In the patients, either high-frequency or direct current (DC)-like stimulations were applied via electrode arrays placed epicranially above the individual epileptic focus region.
The connectivity analysis study included two groups of patients. In the first group, high-density EEGs were recorded before the stimulator was switched on and after 8-16 months of open-loop stimulations. In the second group, a further session of high-density recordings was performed 20 minutes after the initial start of the stimulation procedure. From 10 minutes of resting-state EEG, 10 artefact-free segments of equal length were selected for the analysis. Global graph metrics, including average path length, average cluster coefficient, synchronizability, assortativity, a measure which reflects the tendency of edges to connect vertices with similar properties, and average degree, were estimated from these segments.
Due to the still small sample size, no statistical tests were applied between the groups or across the different time points.
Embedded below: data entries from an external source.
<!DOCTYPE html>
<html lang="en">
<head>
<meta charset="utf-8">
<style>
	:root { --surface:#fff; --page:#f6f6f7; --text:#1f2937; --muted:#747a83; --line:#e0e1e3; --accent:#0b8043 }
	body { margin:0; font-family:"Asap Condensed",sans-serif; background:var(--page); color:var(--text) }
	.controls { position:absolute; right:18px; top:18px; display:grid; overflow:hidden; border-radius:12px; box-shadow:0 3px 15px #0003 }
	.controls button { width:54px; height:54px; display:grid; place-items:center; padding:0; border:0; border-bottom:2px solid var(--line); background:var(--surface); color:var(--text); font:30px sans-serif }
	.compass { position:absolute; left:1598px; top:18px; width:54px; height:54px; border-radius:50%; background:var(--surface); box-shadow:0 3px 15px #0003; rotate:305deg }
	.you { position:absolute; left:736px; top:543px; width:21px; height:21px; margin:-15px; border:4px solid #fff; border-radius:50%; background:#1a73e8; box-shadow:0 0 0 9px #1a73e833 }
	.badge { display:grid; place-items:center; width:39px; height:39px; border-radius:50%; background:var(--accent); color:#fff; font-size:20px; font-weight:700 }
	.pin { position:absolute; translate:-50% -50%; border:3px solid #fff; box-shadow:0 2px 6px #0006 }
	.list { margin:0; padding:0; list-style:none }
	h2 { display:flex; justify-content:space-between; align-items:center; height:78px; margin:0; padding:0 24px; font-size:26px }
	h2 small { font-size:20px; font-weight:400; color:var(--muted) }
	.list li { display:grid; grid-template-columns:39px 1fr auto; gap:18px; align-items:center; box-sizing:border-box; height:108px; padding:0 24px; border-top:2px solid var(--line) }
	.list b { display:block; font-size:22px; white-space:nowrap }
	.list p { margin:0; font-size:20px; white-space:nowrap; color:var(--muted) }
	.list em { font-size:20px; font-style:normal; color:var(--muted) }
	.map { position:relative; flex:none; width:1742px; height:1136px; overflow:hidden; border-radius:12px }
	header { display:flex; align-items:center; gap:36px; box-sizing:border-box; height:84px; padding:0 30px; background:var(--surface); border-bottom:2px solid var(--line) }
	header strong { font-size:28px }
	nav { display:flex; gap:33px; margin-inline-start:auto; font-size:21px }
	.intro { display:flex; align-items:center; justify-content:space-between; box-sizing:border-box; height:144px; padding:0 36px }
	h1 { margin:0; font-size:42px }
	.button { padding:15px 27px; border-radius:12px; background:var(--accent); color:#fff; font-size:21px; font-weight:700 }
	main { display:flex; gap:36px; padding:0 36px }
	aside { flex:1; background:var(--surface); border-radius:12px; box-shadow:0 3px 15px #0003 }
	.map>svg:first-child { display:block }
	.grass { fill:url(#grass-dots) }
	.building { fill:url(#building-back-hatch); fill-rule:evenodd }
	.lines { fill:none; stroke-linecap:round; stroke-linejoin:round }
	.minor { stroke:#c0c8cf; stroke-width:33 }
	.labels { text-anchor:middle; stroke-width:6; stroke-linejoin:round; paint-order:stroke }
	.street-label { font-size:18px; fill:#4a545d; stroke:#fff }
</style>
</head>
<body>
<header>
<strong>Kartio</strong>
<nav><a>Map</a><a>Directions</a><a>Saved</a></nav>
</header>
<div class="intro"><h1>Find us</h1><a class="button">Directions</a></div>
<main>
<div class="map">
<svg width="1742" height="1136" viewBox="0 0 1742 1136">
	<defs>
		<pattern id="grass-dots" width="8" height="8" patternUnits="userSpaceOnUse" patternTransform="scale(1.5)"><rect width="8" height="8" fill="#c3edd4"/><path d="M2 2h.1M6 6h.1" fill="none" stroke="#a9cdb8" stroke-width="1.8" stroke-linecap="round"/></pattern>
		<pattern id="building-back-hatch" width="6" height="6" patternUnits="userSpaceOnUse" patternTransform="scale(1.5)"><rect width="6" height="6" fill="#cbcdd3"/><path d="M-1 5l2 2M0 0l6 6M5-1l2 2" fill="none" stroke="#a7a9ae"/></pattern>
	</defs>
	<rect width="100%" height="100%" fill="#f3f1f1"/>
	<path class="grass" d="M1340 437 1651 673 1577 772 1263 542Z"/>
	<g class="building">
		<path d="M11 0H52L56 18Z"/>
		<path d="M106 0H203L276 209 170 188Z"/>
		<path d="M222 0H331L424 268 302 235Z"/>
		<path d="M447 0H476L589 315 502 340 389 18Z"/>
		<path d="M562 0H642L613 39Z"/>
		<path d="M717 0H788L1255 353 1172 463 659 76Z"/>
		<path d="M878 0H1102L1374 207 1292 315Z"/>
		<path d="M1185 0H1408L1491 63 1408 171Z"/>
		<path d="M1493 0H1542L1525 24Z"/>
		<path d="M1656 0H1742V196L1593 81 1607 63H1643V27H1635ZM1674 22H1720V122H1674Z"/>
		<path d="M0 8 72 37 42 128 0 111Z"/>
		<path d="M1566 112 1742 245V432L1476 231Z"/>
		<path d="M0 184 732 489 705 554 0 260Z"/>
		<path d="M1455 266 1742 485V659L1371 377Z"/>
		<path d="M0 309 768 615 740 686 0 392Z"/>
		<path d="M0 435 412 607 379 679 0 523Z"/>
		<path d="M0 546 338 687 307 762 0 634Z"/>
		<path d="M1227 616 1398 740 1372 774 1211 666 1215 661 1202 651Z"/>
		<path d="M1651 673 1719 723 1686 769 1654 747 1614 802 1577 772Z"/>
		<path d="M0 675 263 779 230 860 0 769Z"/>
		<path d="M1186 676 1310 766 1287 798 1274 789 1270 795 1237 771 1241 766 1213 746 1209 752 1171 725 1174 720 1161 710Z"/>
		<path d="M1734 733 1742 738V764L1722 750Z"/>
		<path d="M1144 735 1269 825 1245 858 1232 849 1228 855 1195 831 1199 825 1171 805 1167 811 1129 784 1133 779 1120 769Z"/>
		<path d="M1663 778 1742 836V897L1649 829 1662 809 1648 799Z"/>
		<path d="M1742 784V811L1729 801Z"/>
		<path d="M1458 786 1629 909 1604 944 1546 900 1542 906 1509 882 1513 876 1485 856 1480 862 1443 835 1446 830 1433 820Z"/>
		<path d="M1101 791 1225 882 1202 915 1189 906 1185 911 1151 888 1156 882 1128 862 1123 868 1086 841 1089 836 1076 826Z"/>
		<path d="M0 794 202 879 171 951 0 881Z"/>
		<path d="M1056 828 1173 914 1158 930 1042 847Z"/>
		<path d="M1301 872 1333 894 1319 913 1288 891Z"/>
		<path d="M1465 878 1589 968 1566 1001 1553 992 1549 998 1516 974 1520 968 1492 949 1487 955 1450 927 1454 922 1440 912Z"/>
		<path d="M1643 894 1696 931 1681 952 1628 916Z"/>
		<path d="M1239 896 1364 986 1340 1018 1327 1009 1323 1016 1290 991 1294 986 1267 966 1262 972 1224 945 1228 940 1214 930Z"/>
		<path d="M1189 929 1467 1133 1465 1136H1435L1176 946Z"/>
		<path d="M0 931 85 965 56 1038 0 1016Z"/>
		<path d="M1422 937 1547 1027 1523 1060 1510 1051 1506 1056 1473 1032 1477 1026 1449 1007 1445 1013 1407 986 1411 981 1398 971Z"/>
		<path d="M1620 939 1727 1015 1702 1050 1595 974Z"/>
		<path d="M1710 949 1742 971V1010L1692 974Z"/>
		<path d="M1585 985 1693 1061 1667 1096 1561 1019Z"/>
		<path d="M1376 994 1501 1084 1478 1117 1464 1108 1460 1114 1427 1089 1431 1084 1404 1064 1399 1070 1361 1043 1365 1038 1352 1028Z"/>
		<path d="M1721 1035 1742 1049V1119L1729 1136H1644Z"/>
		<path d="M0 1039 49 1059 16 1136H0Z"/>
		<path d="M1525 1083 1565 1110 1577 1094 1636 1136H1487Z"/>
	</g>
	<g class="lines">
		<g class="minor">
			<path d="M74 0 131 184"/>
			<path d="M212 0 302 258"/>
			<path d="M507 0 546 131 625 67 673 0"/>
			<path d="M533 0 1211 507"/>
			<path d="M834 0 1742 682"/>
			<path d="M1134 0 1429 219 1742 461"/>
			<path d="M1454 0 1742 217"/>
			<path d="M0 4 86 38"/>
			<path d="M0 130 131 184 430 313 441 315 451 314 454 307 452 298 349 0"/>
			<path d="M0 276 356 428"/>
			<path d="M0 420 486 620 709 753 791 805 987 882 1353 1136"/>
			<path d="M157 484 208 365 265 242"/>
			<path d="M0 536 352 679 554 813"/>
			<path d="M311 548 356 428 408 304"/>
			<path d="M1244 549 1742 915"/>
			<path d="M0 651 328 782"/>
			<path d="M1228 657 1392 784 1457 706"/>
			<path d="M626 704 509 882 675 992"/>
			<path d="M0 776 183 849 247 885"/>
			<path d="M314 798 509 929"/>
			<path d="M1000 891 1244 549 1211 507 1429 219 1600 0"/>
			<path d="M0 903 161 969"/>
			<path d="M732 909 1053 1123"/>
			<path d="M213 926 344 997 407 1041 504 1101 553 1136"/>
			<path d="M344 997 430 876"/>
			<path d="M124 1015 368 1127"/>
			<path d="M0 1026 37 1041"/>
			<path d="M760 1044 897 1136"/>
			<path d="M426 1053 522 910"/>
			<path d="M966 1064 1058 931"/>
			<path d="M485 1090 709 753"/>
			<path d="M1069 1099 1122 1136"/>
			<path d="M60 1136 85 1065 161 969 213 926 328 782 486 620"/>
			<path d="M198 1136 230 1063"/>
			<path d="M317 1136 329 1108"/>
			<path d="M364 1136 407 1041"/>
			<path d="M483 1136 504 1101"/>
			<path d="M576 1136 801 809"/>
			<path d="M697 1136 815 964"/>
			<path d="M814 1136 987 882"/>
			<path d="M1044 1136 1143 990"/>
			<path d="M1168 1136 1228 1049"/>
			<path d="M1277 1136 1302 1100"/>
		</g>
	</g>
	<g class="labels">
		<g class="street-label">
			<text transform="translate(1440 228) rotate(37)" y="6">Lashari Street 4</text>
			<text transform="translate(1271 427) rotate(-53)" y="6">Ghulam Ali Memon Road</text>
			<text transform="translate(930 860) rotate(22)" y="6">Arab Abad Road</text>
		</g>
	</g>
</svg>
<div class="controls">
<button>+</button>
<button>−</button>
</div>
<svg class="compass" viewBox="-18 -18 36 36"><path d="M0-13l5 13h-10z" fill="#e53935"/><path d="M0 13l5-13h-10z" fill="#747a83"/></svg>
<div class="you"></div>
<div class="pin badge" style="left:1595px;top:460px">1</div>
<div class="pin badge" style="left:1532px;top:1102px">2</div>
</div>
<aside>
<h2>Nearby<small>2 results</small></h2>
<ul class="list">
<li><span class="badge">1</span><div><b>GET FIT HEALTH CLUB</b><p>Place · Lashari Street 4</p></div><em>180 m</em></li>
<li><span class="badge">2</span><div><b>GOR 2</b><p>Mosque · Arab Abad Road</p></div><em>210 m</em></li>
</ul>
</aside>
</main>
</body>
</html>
On a qualitative level, direct after the start of the initial stimulation, network analysis showed a shorter average path length and a higher synchronizability. Responders to the stimulation presented lower assortativity prior to neurostimulation than non-responders and a higher average degree after 8-16 months of neurostimulation.
The analysis of epileptic network properties in epilepsy patients may help identify suitable candidates for focal neurostimulation therapy and provide deeper insights into its effects on the neuronal network.